A canine companion has many similarities to ourselves, in personality, habits, and in the stages of life. Researchers are learning more about how dogs age and there are a number of ways that understanding how the DNA of dogs changes as they grow into old age can help people better understand their own journey. Perhaps even how to unlock a longer, healthier life for dogs and their humans.
According to a recent New York Times article, researchers have found that like humans, dogs’ personalities mellow over time although some canines and certain people are more calm right from the start, possessing what many would call an “old soul”. The conventional calculation that dogs age a rate of seven years for every one human year isn’t accurate, as discovered by scientists who compared an aging Labrador retriever with an aging Tom Hanks.
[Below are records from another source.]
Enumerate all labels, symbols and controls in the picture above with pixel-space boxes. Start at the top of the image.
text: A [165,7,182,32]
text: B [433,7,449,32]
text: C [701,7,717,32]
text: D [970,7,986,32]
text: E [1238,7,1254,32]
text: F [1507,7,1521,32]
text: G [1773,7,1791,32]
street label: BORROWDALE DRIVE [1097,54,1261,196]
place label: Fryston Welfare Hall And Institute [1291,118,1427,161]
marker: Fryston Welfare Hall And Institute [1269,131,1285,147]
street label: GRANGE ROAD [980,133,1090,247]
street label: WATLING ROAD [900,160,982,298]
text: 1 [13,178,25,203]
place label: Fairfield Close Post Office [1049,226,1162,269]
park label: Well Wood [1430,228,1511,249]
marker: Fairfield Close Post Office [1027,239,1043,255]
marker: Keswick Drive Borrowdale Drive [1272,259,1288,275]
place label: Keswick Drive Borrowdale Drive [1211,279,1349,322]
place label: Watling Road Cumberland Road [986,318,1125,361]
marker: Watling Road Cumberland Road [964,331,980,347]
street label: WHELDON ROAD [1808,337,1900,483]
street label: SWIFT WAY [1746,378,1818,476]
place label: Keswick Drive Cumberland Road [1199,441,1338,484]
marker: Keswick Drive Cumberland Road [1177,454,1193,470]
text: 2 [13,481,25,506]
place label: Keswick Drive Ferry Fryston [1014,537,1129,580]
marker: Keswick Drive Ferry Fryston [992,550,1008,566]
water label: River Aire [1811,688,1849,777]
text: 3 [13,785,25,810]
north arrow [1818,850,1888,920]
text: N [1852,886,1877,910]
This change in the way to calculate dog years in human terms is linked with patterns of chemical changes in DNA (methylation). This process changes how active the content of genes are at different stages of life. Because dogs suffer from many of the same ailments associated with aging as humans such as arthritis, obesity, and diabetes, research into dog aging could lead to a greater understanding of why some people age better than others.
Because dogs age at a much faster rate than people, studying a dog’s lifespan can give us valuable information in a shorter timeframe, helping to gain insight into the mechanisms that contribute to healthy aging. For example, dog research subjects that had more mature personalities from a very young age appear to change less as they age, a trait also found in humans. More mellow, easy-going people and dogs appear to experience less dramatic changes in behavior and function as they grow older.
Because humans and their dogs share a similar home environment, the comparisons help researchers better understand what factors may contribute to a longer, healthier old age in people.